Keep up with the latest headlines in dermatology from the past week, including the use of AI to effectively detect skin cancers, research related to the burden of stigma in acne among women, and more.

New York Post: New AI tool can help doctors detect melanoma with 100% accuracy

A recent study presented at the European Academy of Dermatology and Venereology Congress 2023 reveals that artificial intelligence (AI) software can detect melanomas with exceptional accuracy. Over a two-and-a-half-year period, AI assessed 22,356 patients with suspected skin cancer, achieving a 99.5% accuracy in detecting all 59 melanoma cases, 99.5% accuracy in spotting 189 out of 190 skin cancers, and 92.5% accuracy in identifying 541 out of 585 precancerous lesions.

Star-Herald: Women With Acne Bear Another Burden: Stigma

A recent study indicates that adult acne can significantly impact how women are perceived in social contexts, with the location of acne on the face playing a crucial role in how individuals are perceived. Researchers tracked the eye movements of 245 participants viewing images of women with clear skin or acne on different parts of their faces. The study found that faces with acne were perceived as less attractive, less trustworthy, less successful, less confident, less happy, and less dominant.

3M News Center: 14-year-old named America's Top Young Scientist for development of skin cancer treatment

Heman Bekele, a 9th grader at W.T. Woodson High School in Annandale, Va., has been named the winner of the 2023 3M Young Scientist Challenge, a prestigious middle school science competition co-hosted by 3M and Discovery Education. Heman earned the title of "America's Top Young Scientist" and a $25,000 cash prize for his innovative project, a compound-based Skin Cancer Treating Soap (SCTS). This soap aims to provide an affordable solution to address the challenges of skin cancer.

Johns Hopkins University HUB: Medical Imaging Fails Dark Skin. Researchers Fixed It.

A team has developed a novel medical imaging technique that can provide clearer images of internal anatomy for individuals with darker skin tones. In experiments, this innovative imaging method produced significantly sharper images for all participants, outperforming traditional imaging techniques. The new technique utilizes photoacoustic imaging, which combines ultrasound and light waves to create medical images. An algorithm was developed to filter unwanted signals caused by melanin's light absorption in darker skin, resulting in clearer images.
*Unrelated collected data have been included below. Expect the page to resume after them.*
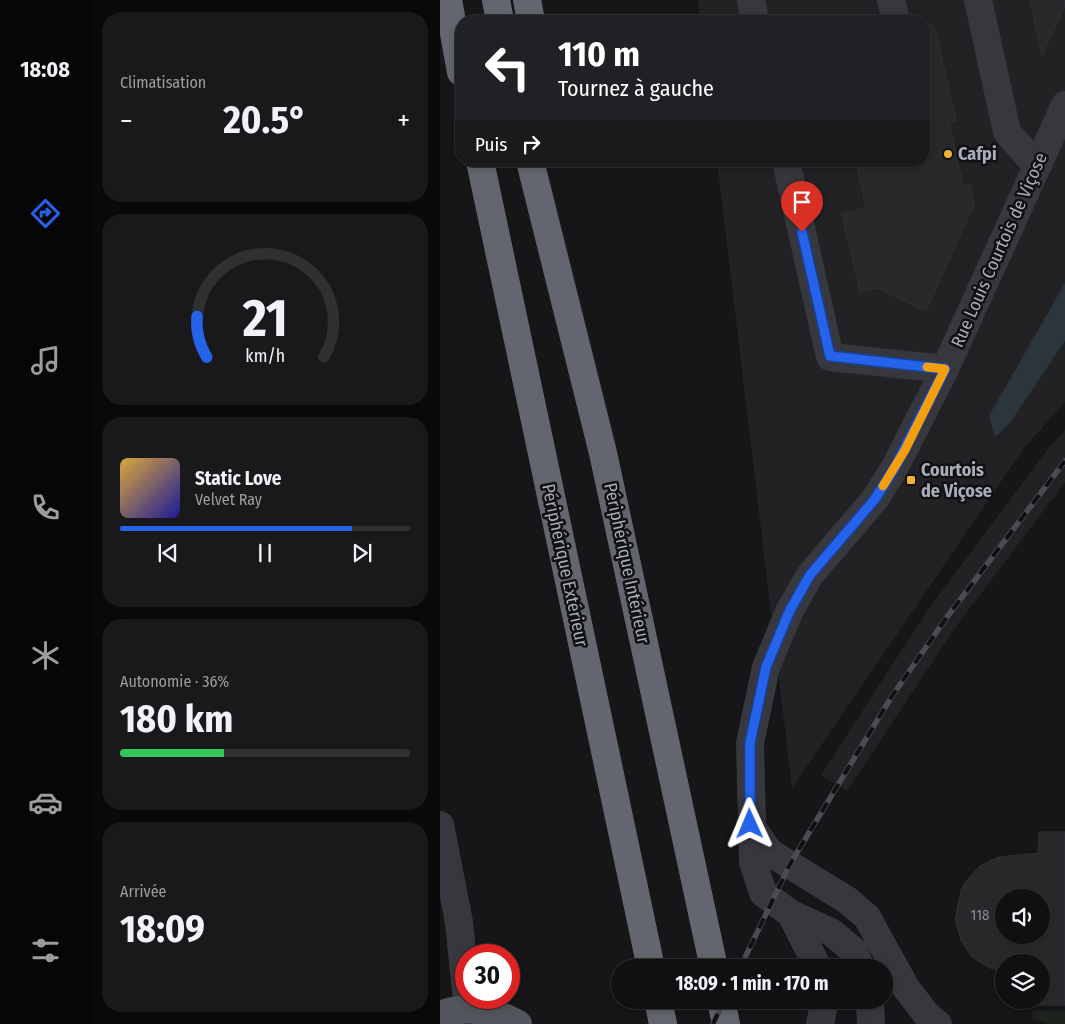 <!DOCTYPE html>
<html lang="fr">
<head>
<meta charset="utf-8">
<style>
  :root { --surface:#101012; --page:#19191b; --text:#f1f3f6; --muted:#9c9d9f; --line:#303032; --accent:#2563eb }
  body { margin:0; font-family:"Fira Sans Condensed",sans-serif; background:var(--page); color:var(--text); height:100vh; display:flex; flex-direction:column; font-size:19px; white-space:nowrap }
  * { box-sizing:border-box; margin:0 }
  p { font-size:16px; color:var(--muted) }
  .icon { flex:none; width:28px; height:28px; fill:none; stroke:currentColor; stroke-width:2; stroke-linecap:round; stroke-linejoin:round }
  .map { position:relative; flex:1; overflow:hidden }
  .side { display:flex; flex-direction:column; gap:12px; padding:12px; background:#09090a; width:350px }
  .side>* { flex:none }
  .banner { position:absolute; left:15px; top:15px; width:475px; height:152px; border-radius:20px; box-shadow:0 2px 8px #0003,0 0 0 1px var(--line); background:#202124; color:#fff; overflow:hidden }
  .tools { position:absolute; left:555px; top:889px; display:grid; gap:10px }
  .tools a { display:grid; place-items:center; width:55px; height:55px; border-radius:50%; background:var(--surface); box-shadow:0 2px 8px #0003,0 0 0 1px var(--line); font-size:25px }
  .speed { position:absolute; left:15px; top:944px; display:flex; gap:10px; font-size:25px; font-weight:700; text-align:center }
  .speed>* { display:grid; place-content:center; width:65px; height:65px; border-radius:50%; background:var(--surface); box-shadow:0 2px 8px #0003,0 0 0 1px var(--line); line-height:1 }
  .speed .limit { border:8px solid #d22; background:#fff; color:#111 }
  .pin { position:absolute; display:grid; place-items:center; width:42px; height:42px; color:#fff; margin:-51px -21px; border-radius:50% 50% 50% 0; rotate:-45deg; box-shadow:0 0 5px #0007 }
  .pin .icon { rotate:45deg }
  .me { position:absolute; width:55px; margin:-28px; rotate:359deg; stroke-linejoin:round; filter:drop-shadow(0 0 4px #0008) }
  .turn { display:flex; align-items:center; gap:18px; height:105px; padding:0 20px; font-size:22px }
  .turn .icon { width:65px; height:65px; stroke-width:2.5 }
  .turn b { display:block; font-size:35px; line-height:42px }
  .then { display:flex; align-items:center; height:48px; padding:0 20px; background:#0003; gap:10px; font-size:19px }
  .big { font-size:38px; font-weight:700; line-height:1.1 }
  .side .widget { flex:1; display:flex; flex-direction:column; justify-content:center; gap:8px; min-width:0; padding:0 18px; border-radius:20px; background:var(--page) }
  .side .dial { align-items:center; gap:0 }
  .dial svg { height:130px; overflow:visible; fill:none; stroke:var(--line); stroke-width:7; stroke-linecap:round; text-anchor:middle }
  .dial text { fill:var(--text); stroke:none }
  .song { display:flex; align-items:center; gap:15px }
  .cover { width:60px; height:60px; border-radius:8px; background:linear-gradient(135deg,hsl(40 70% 55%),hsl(240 70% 35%)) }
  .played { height:5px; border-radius:2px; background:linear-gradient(90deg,var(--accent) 80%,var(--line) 80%) }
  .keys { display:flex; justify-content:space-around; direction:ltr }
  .heat { display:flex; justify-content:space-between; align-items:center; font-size:28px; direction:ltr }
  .charge { height:8px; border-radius:4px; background:linear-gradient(90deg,#34c759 36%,var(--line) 0) }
  .trip { position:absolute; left:171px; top:959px; width:282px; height:50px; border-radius:25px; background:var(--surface); box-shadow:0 2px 8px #0003,0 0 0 1px var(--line); font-weight:700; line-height:50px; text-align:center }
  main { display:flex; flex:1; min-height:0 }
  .tabs { display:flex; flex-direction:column; width:90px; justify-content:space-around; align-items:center; background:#060607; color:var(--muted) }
  .tabs .icon { width:35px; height:35px }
  .tabs .selected { color:var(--accent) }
  .tabs b { font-size:22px; color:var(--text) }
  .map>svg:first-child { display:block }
</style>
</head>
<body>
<main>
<nav class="tabs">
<b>18:08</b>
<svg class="icon selected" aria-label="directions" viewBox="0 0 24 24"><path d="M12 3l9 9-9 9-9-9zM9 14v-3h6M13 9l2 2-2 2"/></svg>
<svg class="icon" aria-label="music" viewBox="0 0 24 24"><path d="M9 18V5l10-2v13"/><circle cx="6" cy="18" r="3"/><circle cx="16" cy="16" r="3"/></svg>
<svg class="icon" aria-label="phone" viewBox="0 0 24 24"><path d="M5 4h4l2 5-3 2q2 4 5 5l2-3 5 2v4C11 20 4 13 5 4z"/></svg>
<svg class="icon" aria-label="climate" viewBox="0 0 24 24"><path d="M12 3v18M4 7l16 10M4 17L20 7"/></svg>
<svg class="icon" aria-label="car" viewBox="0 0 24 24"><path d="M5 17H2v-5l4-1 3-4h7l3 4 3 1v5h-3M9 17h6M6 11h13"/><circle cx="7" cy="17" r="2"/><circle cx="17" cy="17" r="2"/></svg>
<svg class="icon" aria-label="filters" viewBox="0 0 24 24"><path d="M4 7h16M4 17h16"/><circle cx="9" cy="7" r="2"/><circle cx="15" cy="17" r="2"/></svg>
</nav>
<section class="side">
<div class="widget"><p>Climatisation</p>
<div class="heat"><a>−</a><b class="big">20.5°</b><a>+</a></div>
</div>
<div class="widget dial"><svg viewBox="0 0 100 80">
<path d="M14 69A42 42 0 1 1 86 69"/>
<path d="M14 69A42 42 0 0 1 8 44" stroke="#2563eb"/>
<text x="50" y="56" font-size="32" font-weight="700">21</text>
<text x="50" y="72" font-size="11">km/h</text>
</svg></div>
<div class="widget">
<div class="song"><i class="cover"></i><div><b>Static Love</b><p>Velvet Ray</p></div></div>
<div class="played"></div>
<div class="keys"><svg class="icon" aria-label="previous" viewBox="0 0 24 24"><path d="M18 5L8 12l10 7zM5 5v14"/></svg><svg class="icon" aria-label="pause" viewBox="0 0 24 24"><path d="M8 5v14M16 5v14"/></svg><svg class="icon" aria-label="next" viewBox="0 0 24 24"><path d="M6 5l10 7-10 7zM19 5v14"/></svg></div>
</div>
<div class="widget"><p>Autonomie · 36%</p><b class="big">180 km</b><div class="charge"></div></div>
<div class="widget"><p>Arrivée</p><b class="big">18:09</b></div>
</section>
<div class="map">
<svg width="625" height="1024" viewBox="0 0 625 1024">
  <rect width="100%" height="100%" fill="#161618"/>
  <path fill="#222225" d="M 258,0 L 625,0 L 625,402 L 584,448 L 352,788 L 277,161 L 484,161 L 484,21 L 260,21 Z
    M 625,430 L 625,482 L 512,632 L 407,791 L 381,775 L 485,614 L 607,450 Z"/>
  <path fill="#1c231d" d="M 593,1011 L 625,1011 L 625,1024 L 609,1024 L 592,1018 Z"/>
  <path fill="#2c353c" d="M 625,283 L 625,341 L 569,424 L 555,437 L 549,416 Z"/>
  <path fill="#29292c" stroke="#303034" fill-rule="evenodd" d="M 590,0 L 625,0 L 625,6 L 602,55 Z
    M 494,25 L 516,121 L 509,122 L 523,186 L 530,185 L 534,204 L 486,311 L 437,288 L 420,292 L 402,214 L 426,208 L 417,165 L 434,161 L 484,161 L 484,26 Z
    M 599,832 L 625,832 L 625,1005 L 595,1005 L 595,1000 L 601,1000 L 601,962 L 564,962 L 564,972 L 550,968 L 532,957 L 521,940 L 515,920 L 521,890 L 526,881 L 540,866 L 559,857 L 598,853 ZM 564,898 L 601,898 L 601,935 L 564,935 Z"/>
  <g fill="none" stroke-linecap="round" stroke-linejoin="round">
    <path stroke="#37383d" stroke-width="28" d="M 311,0 L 315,21
      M 451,0 L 456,21
      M 538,0 L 567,132 L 596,165
      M 346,161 L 390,357 L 505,369
      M 310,824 L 329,852 L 407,900 L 427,917 L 466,988 L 487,1015 L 498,1024
      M 0,825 L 19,922 L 26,991
      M 351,914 L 378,968
      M 421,968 L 414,951 L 391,932 L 351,914 L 323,893 L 313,862 L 310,743 L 326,667 L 350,610 L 370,575 L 435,499 L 455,467 L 505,369 L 625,105
      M 430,1000 L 431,1024
      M 380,1024 L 385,1000"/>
    <path stroke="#53555c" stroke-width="28" d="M 0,1015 C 26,1004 55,1011 78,1024"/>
    <path stroke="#63666e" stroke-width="28" d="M 8,0 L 21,72
      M 56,0 L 60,21
      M 87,0 L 91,21
      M 40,161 L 211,968
      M 90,161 L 163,453 L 274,968
      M 218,1000 L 223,1024
      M 281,1000 L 286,1024"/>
    <g stroke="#4a4c52" stroke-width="5.5">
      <path id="rail" d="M 300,968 L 350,864 L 452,696 L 507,617 L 625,461
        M 273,1024 L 284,1000"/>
    </g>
    <use href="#rail" stroke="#111113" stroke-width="4" stroke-dasharray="11" stroke-linecap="butt"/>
  </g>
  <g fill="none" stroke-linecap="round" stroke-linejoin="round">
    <g stroke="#184099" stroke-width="12">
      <path id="route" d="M 310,824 L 310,743 L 326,667 L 350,610 L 370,575 L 435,499 L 455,467 L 505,369 L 390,356 L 362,232"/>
    </g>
    <use href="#route" stroke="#2563eb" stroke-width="9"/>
    <path stroke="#f59e0b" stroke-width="9" d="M 443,486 L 465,450 L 505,369 L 487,367"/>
  </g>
  <g fill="#f2b134" stroke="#111113" stroke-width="2">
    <circle cx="508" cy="154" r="5"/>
    <rect x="466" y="475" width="10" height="10" rx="2.5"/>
  </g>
  <g text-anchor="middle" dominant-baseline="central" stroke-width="5" stroke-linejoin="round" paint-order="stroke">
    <g font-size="15" fill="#888b94">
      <text x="540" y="915">118</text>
    </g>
    <g font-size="18" font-weight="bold" fill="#a8adb8" stroke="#111113" text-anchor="start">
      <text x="518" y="154">Cafpi</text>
      <text x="481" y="470">Courtois<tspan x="481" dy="21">de Viçose</tspan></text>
    </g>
    <g font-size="18" fill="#a8adb8" stroke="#111113">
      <text transform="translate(559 250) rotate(-66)">Rue Louis Courtois de Viçose</text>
      <text transform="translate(187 563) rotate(78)">Périphérique Intérieur</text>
      <text transform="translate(125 565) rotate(78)">Périphérique Extérieur</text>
    </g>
  </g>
</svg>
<div class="tools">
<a><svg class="icon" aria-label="sound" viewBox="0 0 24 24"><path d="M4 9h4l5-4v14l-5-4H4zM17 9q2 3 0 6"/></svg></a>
<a><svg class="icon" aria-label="layers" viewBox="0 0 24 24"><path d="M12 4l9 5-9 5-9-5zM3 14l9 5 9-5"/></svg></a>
</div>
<div class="speed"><div class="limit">30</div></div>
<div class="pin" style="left:362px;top:232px;background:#d93025"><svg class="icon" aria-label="arrive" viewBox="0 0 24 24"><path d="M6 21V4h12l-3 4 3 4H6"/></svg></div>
<svg class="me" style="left:310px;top:824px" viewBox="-20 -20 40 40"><path d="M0-17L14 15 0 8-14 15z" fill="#2563eb" stroke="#fff" stroke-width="4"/></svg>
<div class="trip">18:09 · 1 min · 170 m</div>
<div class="banner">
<div class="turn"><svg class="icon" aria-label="left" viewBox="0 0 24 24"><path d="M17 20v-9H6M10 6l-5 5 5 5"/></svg><div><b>110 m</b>Tournez à gauche</div></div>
<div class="then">Puis<svg class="icon" aria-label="right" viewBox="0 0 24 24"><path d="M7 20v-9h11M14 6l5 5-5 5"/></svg></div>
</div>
</div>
</main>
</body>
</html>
Psychology Today: Could Skin Microbiome Transfer Slow Aging?

Skin aging changes can lead to social anxiety, isolation, negative self-image, and workplace discrimination, particularly for women. Changes in the skin's biophysical conditions have been linked to alterations in the skin microbiome during aging. These changes include the abundance of bacterial strains associated with nosocomial infections and antibiotic-resistance genes. Microbiome transplantation, a procedure where a healthy individual's skin microbiome is transferred to another person's skin, has shown promise as a therapeutic strategy for maintaining skin health and preventing skin aging.

Spectrum News: Texas skin cancer risk

A recent study highlights the elevated risk of skin cancer in Texas due to the state's high UV index score, ranking 8th in the nation. Basal cell carcinoma is the most common form of skin cancer in Texas, and melanoma is a particularly deadly type. While skin cancer deaths are declining nationwide, the number of cases is on the rise, with sun exposure as a leading cause.